In view of the fact that the loan in question, when made, was supported by a substantial amount of collateral, and that the bankrupt at the time was in possession of a salary of $18,000 per annum, with substantial other income, a reading of the transcript creates some douht as to whether the loan in question was induced by the inclusion in the bankrupt’s statement of the two items in question. This doubt is fortified by the fact that the hank at no time, even after the loan had apparently gone sour, made inquiry as to the details of the “trust”; also by the fact that the bankrupt’s corporation as a result of the loan was given fresh capital and, at least to that extent, more assets to satisfy its corporate obligations to the bank. However, in view of the testimony of the bank officials that they did rely to some extent at least upon one of the two items in question (even though they cannot now recall which item it was), I should be reluctant to disturb the conclusion of the special master that the loan was induced by one of these items. In re Slocum (C. C. A.) 22 F.(2d) 282.

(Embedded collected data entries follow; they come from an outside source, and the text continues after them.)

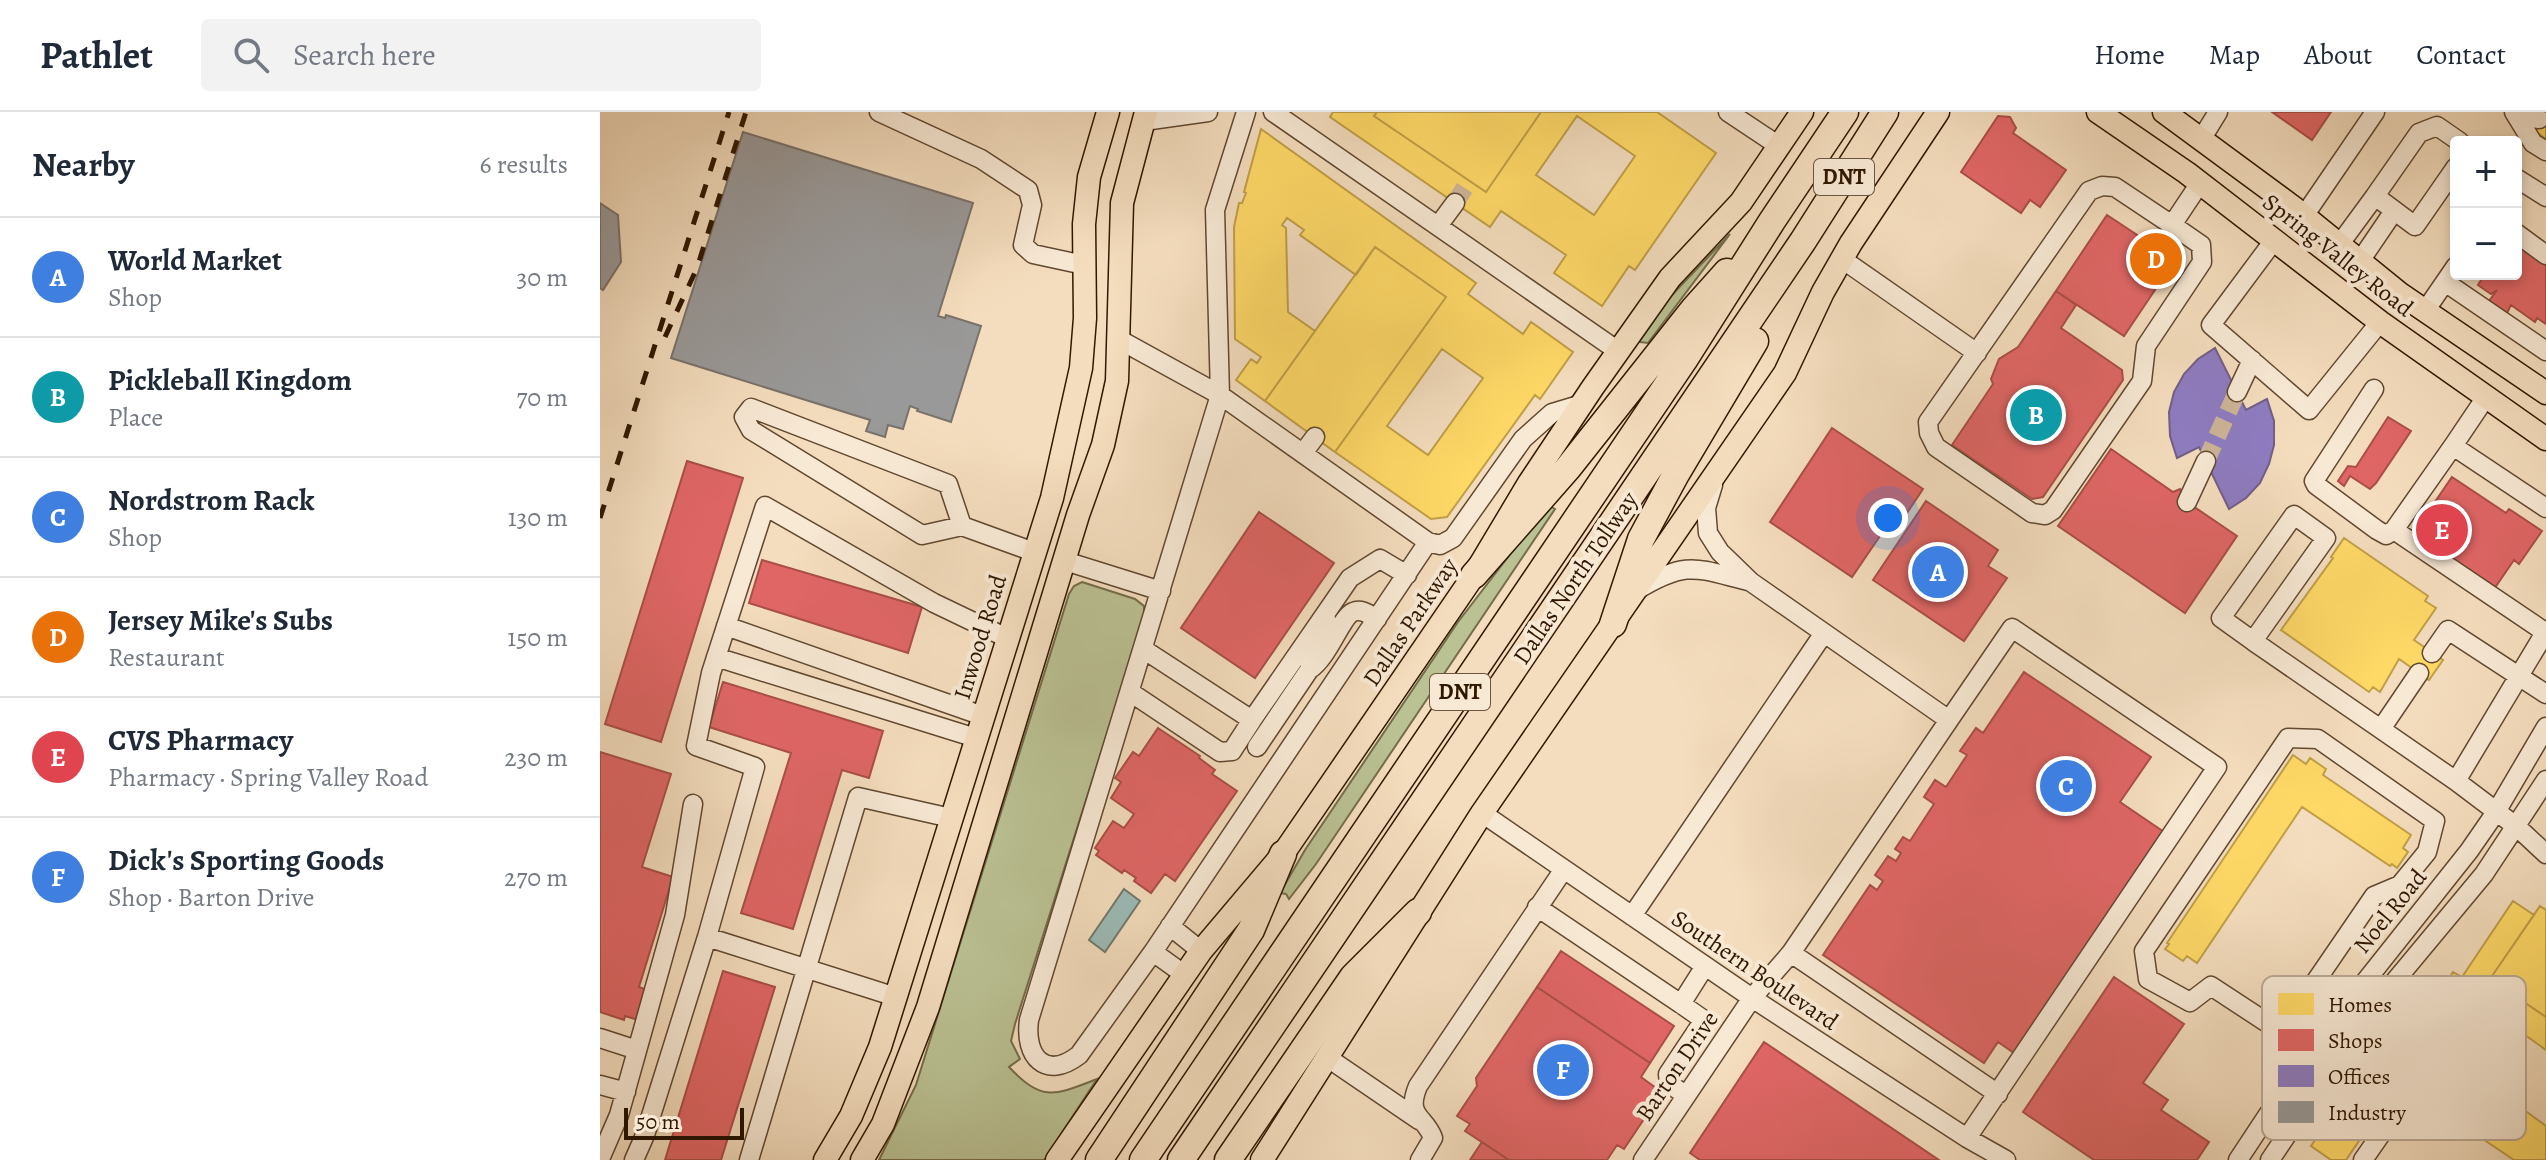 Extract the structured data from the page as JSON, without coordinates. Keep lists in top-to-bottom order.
{
  "streets": {
    "highway": ["DNT", "Dallas North Tollway"],
    "main road": ["Spring Valley Road", "Dallas Parkway", "Inwood Road"],
    "street": ["Noel Road", "Southern Boulevard", "Barton Drive"]
  },
  "crossings": [
    ["Southern Boulevard", "Barton Drive"]
  ],
  "legend": [
    "Homes",
    "Shops",
    "Offices",
    "Industry"
  ],
  "scale_bar": "50 m",
  "page": {
    "header": "Pathlet",
    "search": "Search here",
    "nav": [
      "Home",
      "Map",
      "About",
      "Contact"
    ],
    "heading": ["Nearby", "6 results"],
    "map_buttons": ["+", "−"],
    "list": [
      {
        "mark": "A",
        "name": "World Market",
        "note": "Shop",
        "value": "30 m"
      },
      {
        "mark": "B",
        "name": "Pickleball Kingdom",
        "note": "Place",
        "value": "70 m"
      },
      {
        "mark": "C",
        "name": "Nordstrom Rack",
        "note": "Shop",
        "value": "130 m"
      },
      {
        "mark": "D",
        "name": "Jersey Mike's Subs",
        "note": "Restaurant",
        "value": "150 m"
      },
      {
        "mark": "E",
        "name": "CVS Pharmacy",
        "note": "Pharmacy · Spring Valley Road",
        "value": "230 m"
      },
      {
        "mark": "F",
        "name": "Dick's Sporting Goods",
        "note": "Shop · Barton Drive",
        "value": "270 m"
      }
    ],
    "pins": [
      "D",
      "B",
      "E",
      "A",
      "C",
      "F"
    ],
    "scale": "50 m"
  }
}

It is on the law rather than the facts that I find myself compelled to disagree with the special master. He reports as follows:
“The bankrupt has testified that his grandmother told him this in 1913, and that he was surprised and shocked to learn after her death in 1927 that he had not received anything by her will.

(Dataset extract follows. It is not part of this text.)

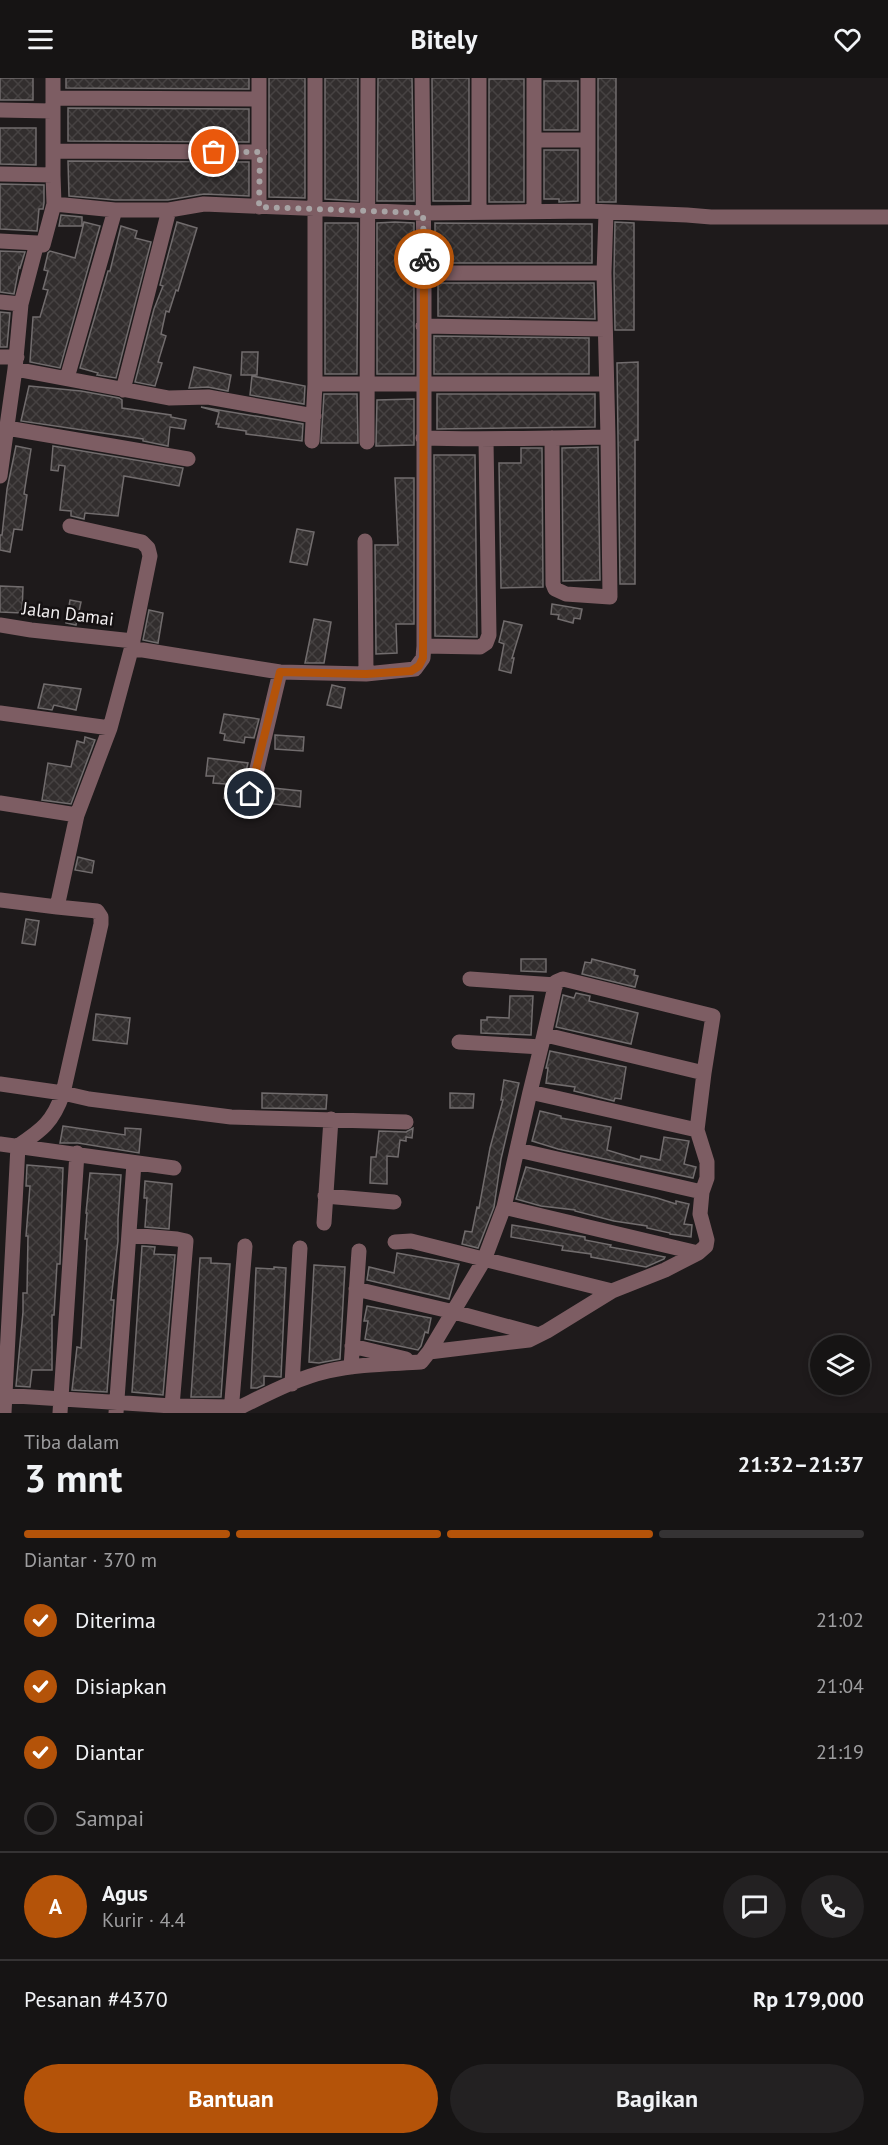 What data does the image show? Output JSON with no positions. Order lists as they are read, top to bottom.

“The bankrupt did not know that a trust had been created for him and then existed, and the single conversation with his grandmother thirteen years before did not honestly warrant its inclusion in a bank statement. In re Gilpin, 160 F. 171, 20 L. R. A. (N. S.) 1023, 20 A. B. R. 374; In re Weitzman, 11 F.(2d) 897, 898, 6 A. B. R. (N. S.) 427.”
But the Weitzman Case holds merely that a statement may come within the bar of this section if made “recklessly” “with no honest belief that it is true.” The Gilpin Case was decided by the District Court and holds that the false statement referred to in this section is a statement not necessarily fraudulent in intent, but one that is untrue in fact, irrespective of fraudulent intent. Thus it is clear that the report of the master is predicated upon the proposition that a statement may be false within the bar of this section without any intent to deceive on the part of the bankrupt.
To this proposition I must withhold assent. For it appears that the ease of In re Gilpin, thus referred to, was reversed by the Circuit Court of Appeals for the Third Circuit upon this very point. Gilpin v. Merchants National Bank, 165 F. 607, 611, 20 L. R. A. (N.S.) 1023, and the appellate court expressly holds that to come within the bar of section 14b the statement “should be knowingly and intentionally untrue.” “In other words, 'false statement’ connotes a guilty scienter on the part of the bankrupt.” And the ease of In re Terens (D. C.) 172 F. 938, upon which also counsel for the bank. relies, in so far as it holds that no scienter is necessary, expressly and solely relies upon the earlier Gilpin Case, not realizing apparently that this decision had been reversed, as just set forth.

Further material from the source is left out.